─── Data provided ───
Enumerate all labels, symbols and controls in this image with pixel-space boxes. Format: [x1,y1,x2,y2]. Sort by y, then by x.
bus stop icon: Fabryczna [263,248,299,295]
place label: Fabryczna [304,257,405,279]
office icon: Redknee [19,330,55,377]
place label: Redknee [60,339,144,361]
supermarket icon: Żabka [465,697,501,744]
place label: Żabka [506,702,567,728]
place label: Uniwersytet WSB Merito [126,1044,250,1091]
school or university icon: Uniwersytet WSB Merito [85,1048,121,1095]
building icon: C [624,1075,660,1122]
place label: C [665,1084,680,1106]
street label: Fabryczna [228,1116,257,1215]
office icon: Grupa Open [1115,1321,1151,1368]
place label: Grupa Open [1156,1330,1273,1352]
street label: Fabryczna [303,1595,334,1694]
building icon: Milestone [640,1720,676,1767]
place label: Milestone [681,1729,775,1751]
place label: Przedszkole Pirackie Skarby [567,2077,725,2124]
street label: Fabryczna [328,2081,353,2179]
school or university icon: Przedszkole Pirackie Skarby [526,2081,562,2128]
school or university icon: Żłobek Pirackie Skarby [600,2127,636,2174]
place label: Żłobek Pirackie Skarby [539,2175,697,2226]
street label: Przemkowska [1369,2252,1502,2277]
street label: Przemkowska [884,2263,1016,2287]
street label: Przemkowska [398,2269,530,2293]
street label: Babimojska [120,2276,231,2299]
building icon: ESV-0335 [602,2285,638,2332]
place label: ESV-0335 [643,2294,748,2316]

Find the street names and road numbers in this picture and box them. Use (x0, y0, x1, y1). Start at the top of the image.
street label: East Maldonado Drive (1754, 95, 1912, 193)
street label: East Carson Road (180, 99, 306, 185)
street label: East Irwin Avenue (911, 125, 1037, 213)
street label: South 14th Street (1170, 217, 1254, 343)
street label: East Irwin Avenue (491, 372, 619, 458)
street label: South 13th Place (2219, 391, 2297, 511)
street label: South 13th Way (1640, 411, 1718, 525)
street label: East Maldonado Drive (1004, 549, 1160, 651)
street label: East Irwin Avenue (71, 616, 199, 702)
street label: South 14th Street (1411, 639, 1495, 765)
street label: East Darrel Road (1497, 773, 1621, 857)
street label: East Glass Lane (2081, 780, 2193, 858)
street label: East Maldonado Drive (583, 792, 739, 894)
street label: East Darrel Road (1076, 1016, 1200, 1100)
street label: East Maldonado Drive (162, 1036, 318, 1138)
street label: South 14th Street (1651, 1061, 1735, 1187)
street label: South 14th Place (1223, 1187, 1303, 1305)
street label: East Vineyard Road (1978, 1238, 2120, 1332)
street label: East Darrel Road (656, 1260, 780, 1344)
───
### Problem requirements
Reproduce the listing above verbatim.

### Task solution
Enumerate all labels, symbols and controls in this image with pixel-space boxes. Format: [x1,y1,x2,y2]. Sort by y, then by x.
bus stop icon: Fabryczna [263,248,299,295]
place label: Fabryczna [304,257,405,279]
office icon: Redknee [19,330,55,377]
place label: Redknee [60,339,144,361]
supermarket icon: Żabka [465,697,501,744]
place label: Żabka [506,702,567,728]
place label: Uniwersytet WSB Merito [126,1044,250,1091]
school or university icon: Uniwersytet WSB Merito [85,1048,121,1095]
building icon: C [624,1075,660,1122]
place label: C [665,1084,680,1106]
street label: Fabryczna [228,1116,257,1215]
office icon: Grupa Open [1115,1321,1151,1368]
place label: Grupa Open [1156,1330,1273,1352]
street label: Fabryczna [303,1595,334,1694]
building icon: Milestone [640,1720,676,1767]
place label: Milestone [681,1729,775,1751]
place label: Przedszkole Pirackie Skarby [567,2077,725,2124]
street label: Fabryczna [328,2081,353,2179]
school or university icon: Przedszkole Pirackie Skarby [526,2081,562,2128]
school or university icon: Żłobek Pirackie Skarby [600,2127,636,2174]
place label: Żłobek Pirackie Skarby [539,2175,697,2226]
street label: Przemkowska [1369,2252,1502,2277]
street label: Przemkowska [884,2263,1016,2287]
street label: Przemkowska [398,2269,530,2293]
street label: Babimojska [120,2276,231,2299]
building icon: ESV-0335 [602,2285,638,2332]
place label: ESV-0335 [643,2294,748,2316]

Find the street names and road numbers in this picture and box them. Use (x0, y0, x1, y1). Start at the top of the image.
street label: East Maldonado Drive (1754, 95, 1912, 193)
street label: East Carson Road (180, 99, 306, 185)
street label: East Irwin Avenue (911, 125, 1037, 213)
street label: South 14th Street (1170, 217, 1254, 343)
street label: East Irwin Avenue (491, 372, 619, 458)
street label: South 13th Place (2219, 391, 2297, 511)
street label: South 13th Way (1640, 411, 1718, 525)
street label: East Maldonado Drive (1004, 549, 1160, 651)
street label: East Irwin Avenue (71, 616, 199, 702)
street label: South 14th Street (1411, 639, 1495, 765)
street label: East Darrel Road (1497, 773, 1621, 857)
street label: East Glass Lane (2081, 780, 2193, 858)
street label: East Maldonado Drive (583, 792, 739, 894)
street label: East Darrel Road (1076, 1016, 1200, 1100)
street label: East Maldonado Drive (162, 1036, 318, 1138)
street label: South 14th Street (1651, 1061, 1735, 1187)
street label: South 14th Place (1223, 1187, 1303, 1305)
street label: East Vineyard Road (1978, 1238, 2120, 1332)
street label: East Darrel Road (656, 1260, 780, 1344)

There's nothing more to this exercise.